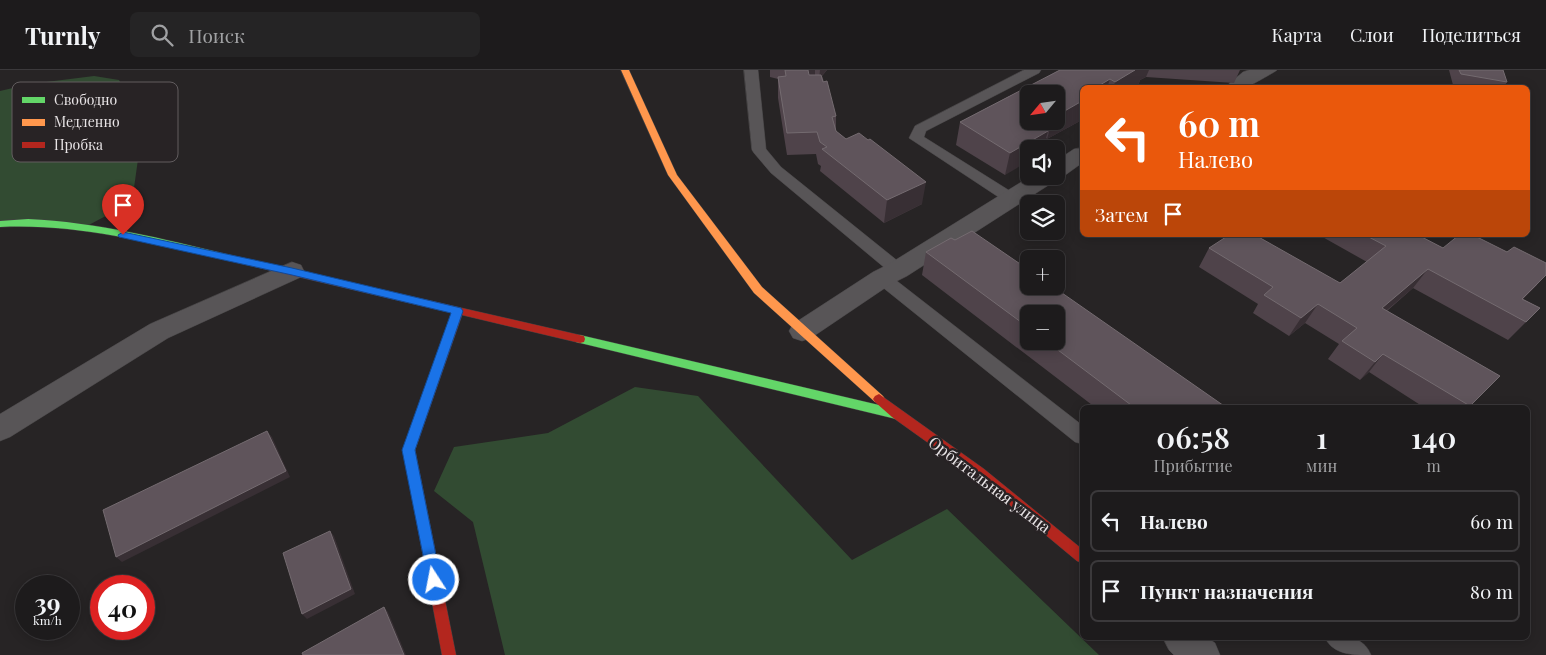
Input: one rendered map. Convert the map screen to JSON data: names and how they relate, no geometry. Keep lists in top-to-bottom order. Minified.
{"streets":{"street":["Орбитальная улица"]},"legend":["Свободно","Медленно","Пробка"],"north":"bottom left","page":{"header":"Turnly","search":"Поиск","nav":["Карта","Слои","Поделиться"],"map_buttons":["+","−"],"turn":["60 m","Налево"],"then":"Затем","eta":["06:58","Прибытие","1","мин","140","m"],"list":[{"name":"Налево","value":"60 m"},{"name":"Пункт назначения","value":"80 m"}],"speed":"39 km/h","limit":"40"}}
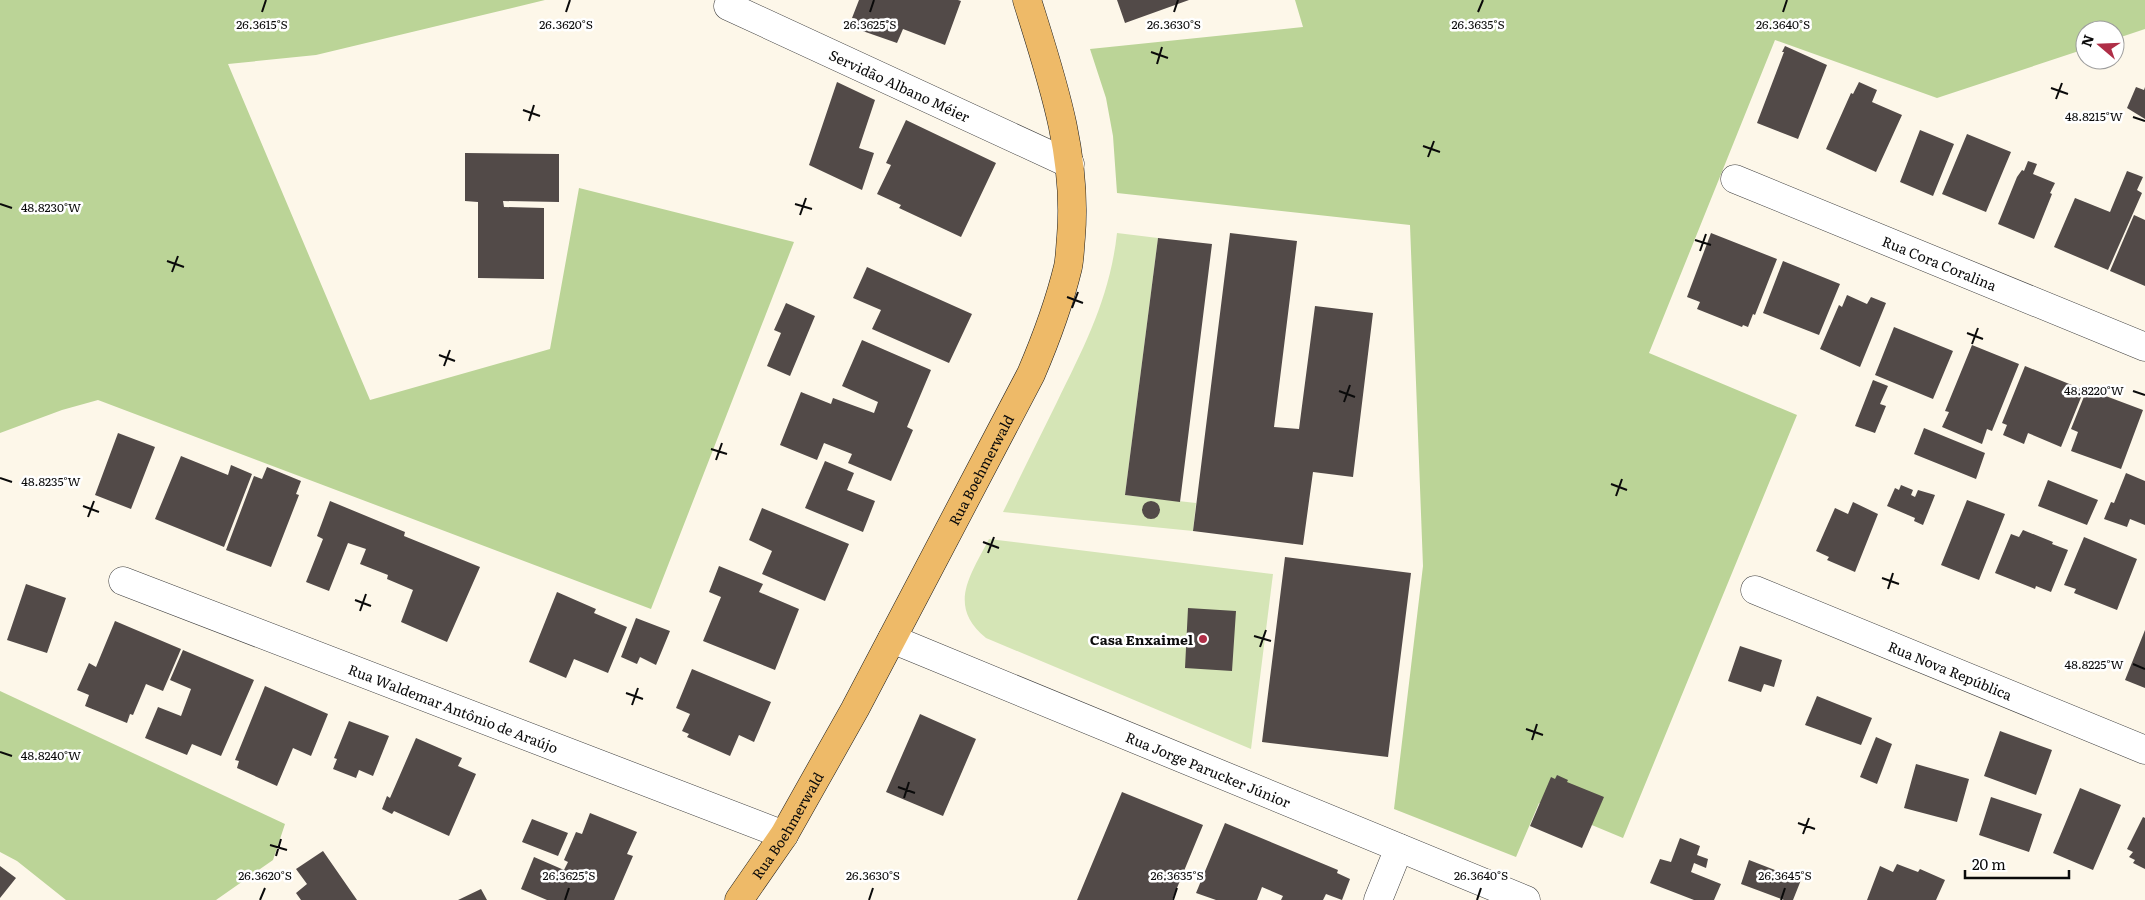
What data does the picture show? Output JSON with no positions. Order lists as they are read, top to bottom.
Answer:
---
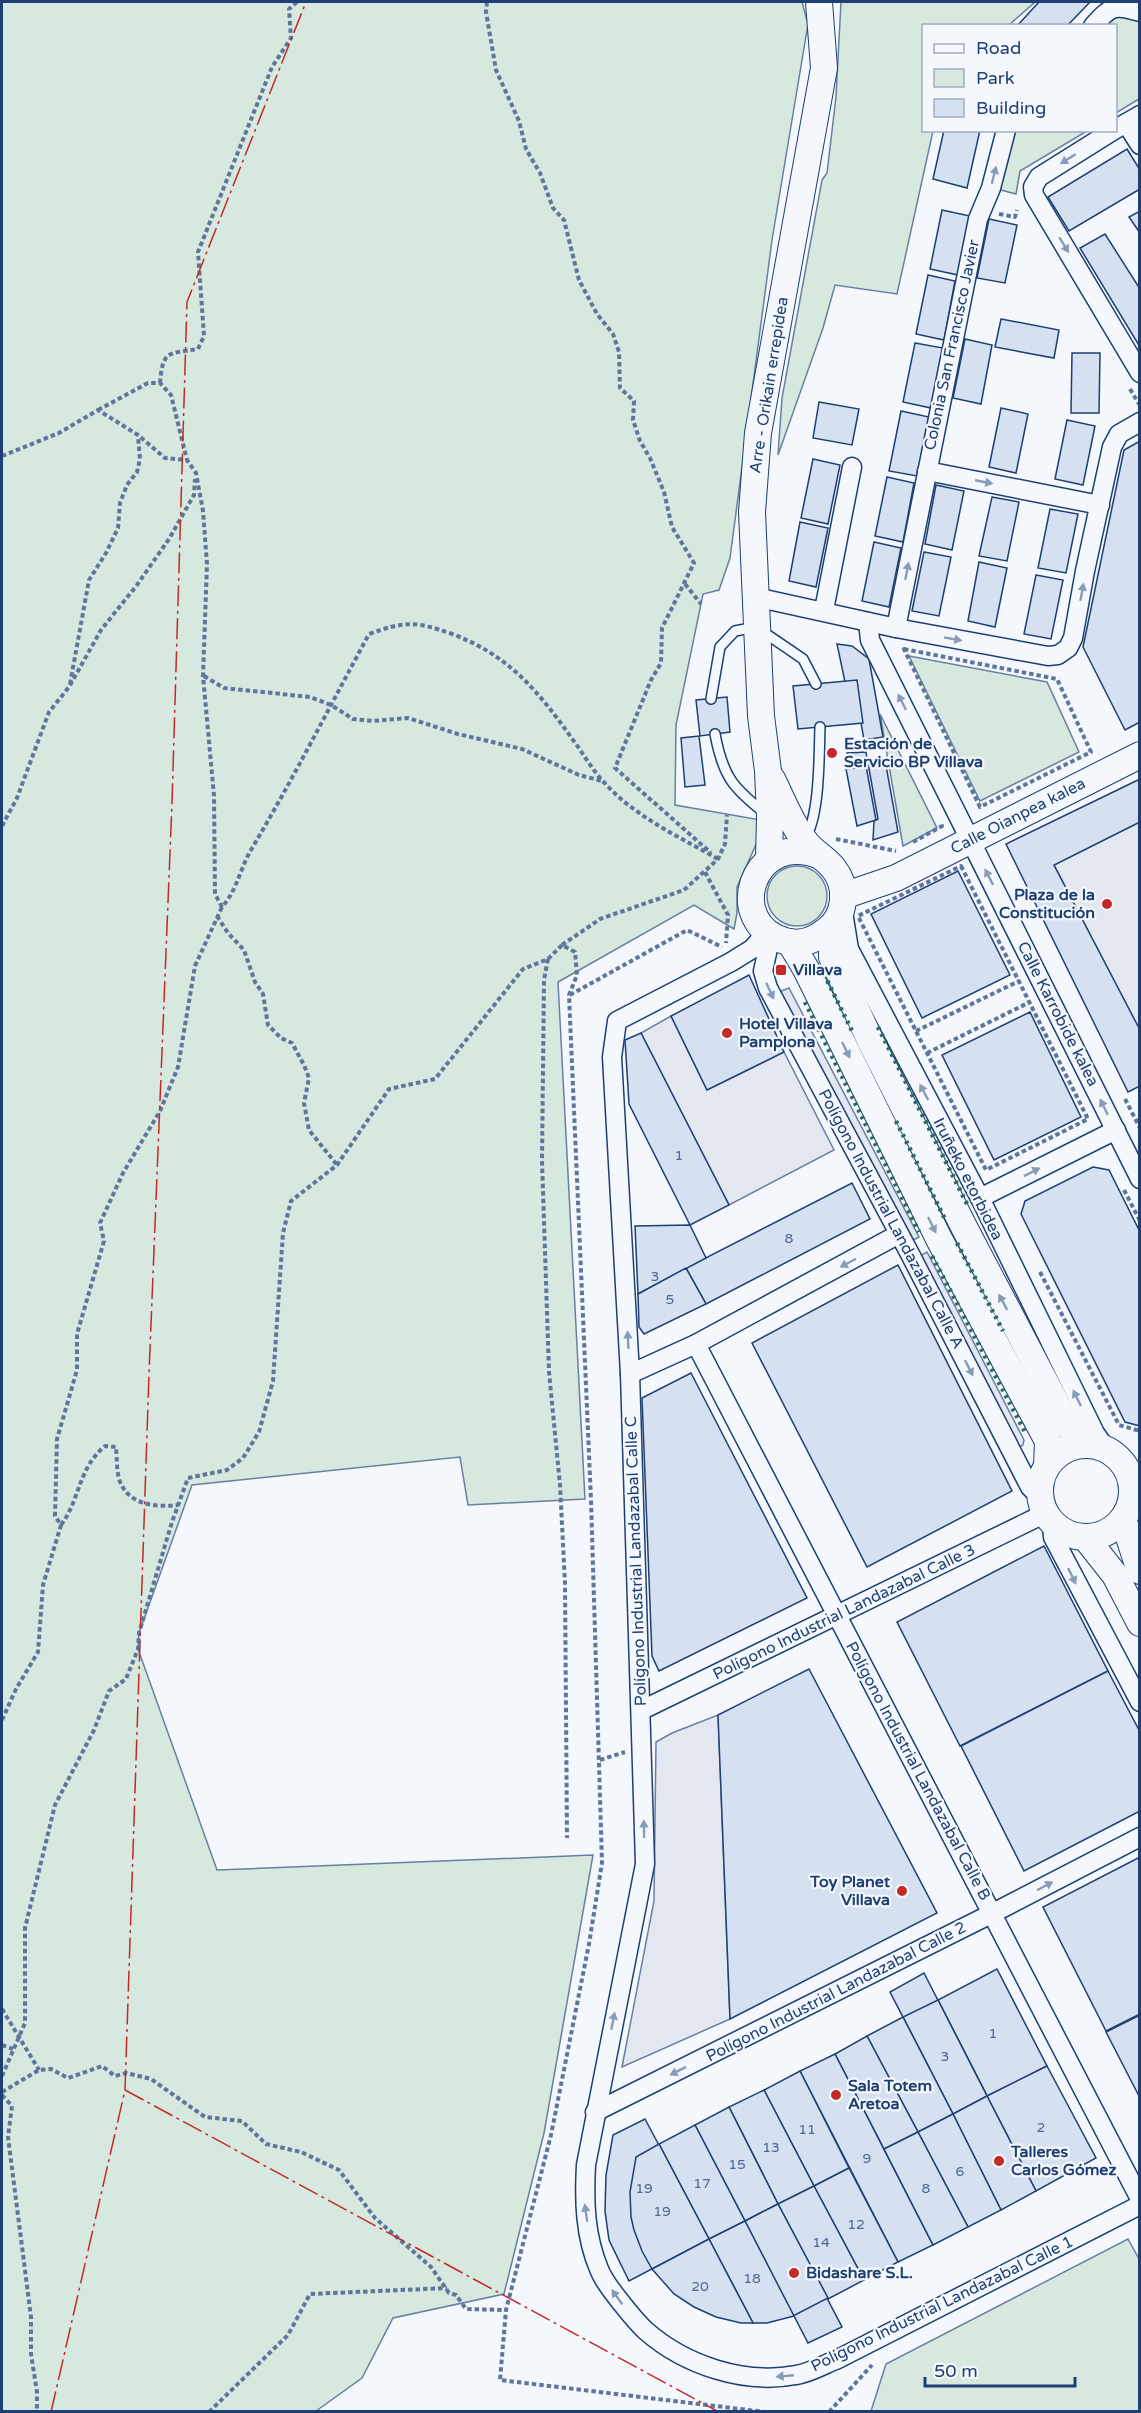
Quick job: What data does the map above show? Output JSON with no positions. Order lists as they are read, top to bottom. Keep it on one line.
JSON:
==
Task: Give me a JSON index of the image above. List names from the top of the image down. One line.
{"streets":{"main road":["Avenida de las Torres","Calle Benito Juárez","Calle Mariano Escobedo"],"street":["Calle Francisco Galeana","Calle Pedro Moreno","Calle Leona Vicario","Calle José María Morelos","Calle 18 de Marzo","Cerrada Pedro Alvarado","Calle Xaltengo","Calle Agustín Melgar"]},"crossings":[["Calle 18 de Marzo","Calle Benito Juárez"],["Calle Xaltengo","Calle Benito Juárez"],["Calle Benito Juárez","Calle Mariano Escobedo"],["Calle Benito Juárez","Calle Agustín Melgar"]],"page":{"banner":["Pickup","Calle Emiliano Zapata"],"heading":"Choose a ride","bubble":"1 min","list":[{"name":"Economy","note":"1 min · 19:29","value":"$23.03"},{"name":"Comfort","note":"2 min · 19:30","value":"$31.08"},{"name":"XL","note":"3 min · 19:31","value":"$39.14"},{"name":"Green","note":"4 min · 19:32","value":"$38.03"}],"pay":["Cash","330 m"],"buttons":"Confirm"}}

## EXERCISE DESCRIPTION
Every line in the data above that contains the word "with" should be copied.

## REPLY TO THE EXERCISE
What data does the picture show? Output JSON with no positions. Order lists as they are read, top to bottom.
Quick job: What data does the map above show? Output JSON with no positions. Order lists as they are read, top to bottom. Keep it on one line.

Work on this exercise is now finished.